:: Problem description ::
Lines with the word "above" are the ones wanted. Copy each of them from the entries below.

:: Extracted records ::
((
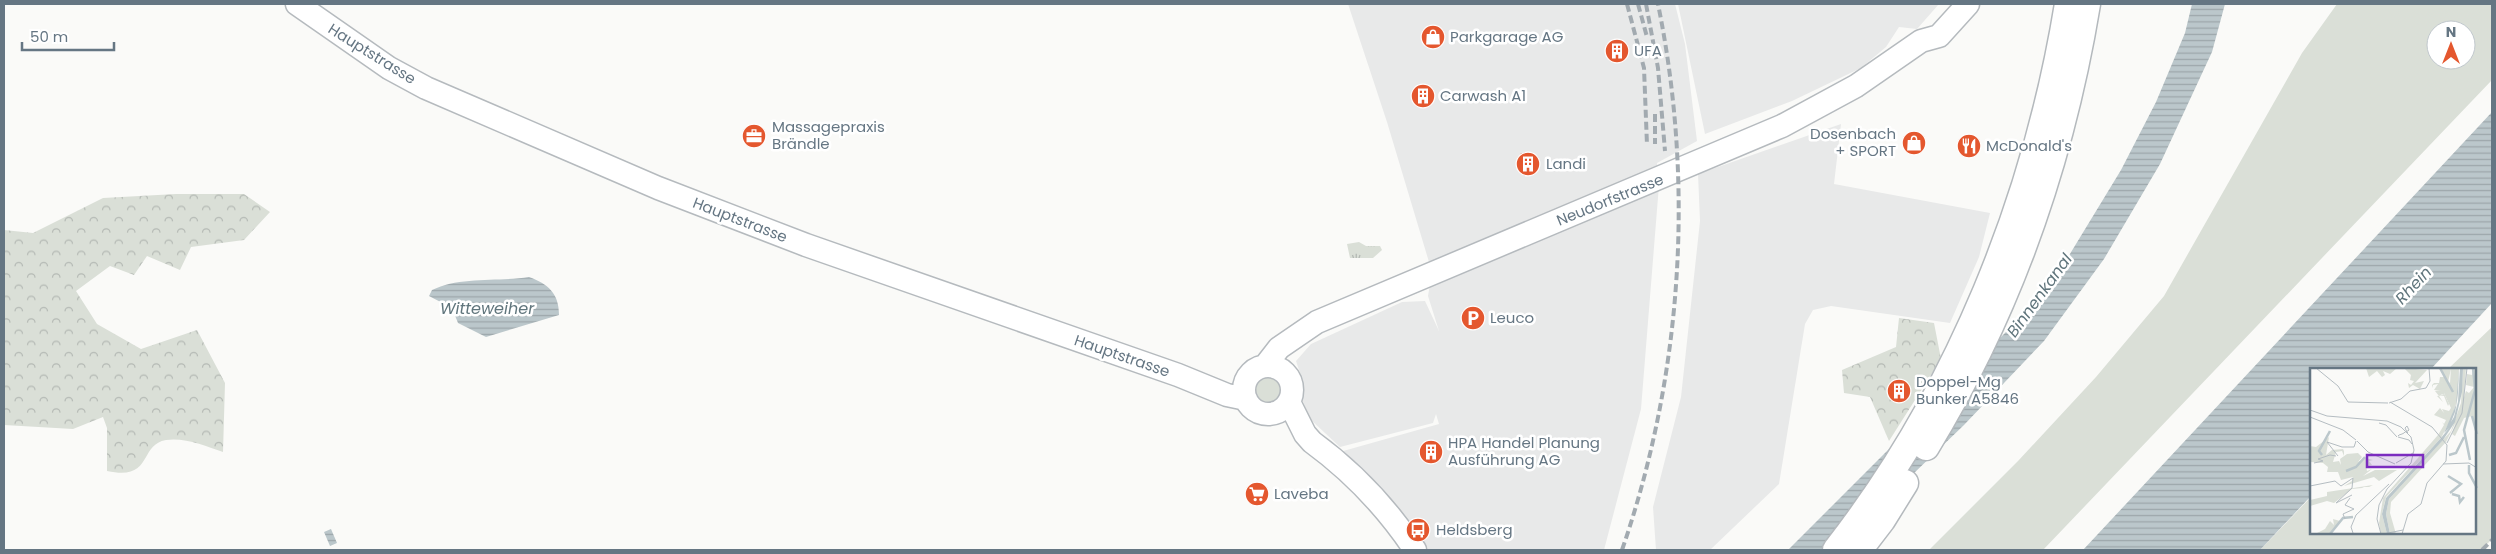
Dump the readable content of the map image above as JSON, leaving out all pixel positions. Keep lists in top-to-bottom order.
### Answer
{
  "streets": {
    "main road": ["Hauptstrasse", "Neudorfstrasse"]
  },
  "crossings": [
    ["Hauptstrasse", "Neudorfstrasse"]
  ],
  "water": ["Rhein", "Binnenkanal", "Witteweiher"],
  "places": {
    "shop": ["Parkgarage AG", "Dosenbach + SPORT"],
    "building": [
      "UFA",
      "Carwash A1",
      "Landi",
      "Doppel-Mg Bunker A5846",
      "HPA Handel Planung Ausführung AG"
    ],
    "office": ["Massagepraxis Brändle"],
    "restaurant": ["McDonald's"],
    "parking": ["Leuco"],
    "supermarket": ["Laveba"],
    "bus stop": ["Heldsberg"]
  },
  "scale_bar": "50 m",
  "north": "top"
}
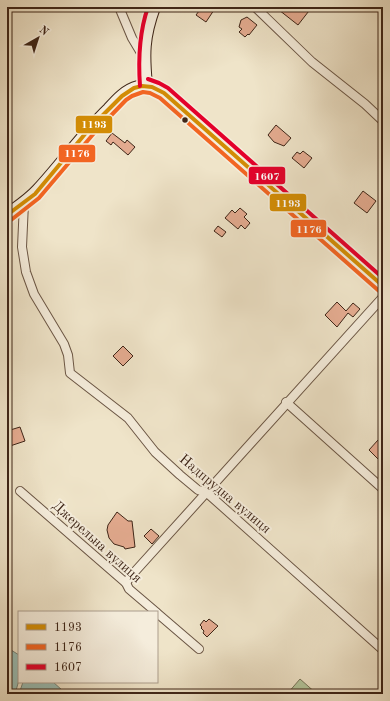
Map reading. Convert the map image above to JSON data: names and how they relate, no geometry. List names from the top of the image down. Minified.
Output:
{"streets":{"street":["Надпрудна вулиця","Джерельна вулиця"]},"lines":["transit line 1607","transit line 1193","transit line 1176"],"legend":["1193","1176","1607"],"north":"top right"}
))
((
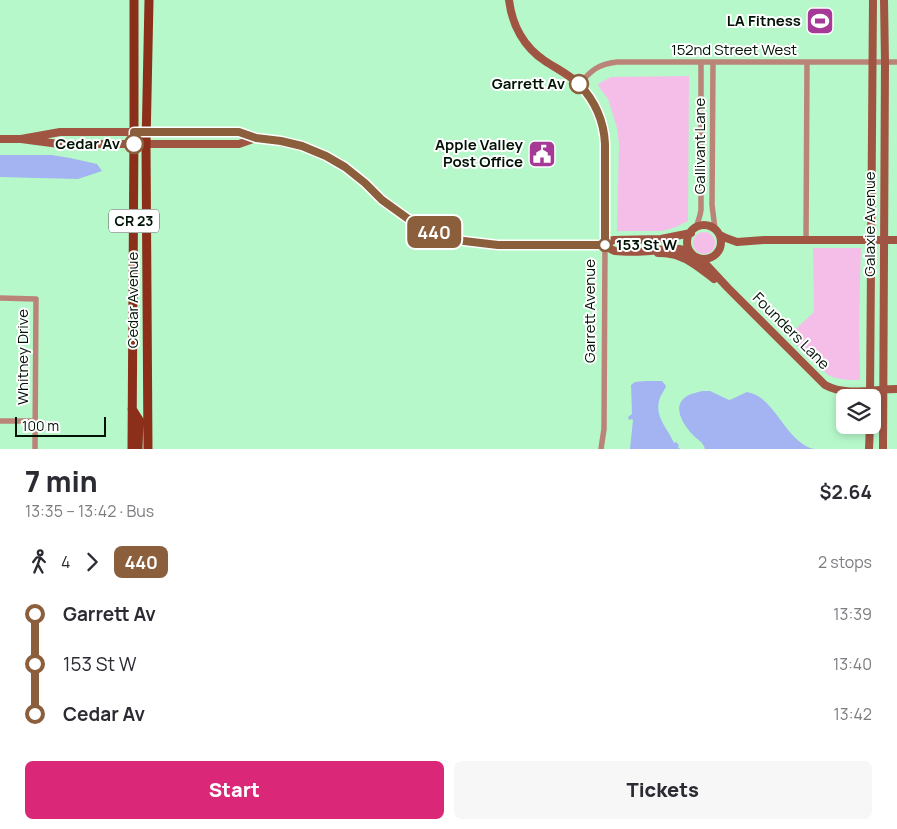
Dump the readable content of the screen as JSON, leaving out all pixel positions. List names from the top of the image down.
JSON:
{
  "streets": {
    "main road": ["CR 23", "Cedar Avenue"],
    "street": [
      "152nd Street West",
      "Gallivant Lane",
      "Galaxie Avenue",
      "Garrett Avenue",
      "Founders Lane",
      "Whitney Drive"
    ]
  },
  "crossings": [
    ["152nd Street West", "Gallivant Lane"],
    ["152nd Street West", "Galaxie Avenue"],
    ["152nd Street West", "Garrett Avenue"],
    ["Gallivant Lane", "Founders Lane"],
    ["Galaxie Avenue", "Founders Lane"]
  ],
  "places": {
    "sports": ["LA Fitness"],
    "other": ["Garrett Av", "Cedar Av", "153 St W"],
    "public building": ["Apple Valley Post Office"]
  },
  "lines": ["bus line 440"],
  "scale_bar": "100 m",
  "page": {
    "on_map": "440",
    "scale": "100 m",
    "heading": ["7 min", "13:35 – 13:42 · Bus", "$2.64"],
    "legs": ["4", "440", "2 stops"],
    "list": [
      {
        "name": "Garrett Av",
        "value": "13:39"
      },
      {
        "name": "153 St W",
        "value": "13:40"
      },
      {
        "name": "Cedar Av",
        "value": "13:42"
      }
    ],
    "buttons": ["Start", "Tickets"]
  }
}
))
:: Task response ::
Dump the readable content of the map image above as JSON, leaving out all pixel positions. Keep lists in top-to-bottom order.
Map reading. Convert the map image above to JSON data: names and how they relate, no geometry. List names from the top of the image down. Minified.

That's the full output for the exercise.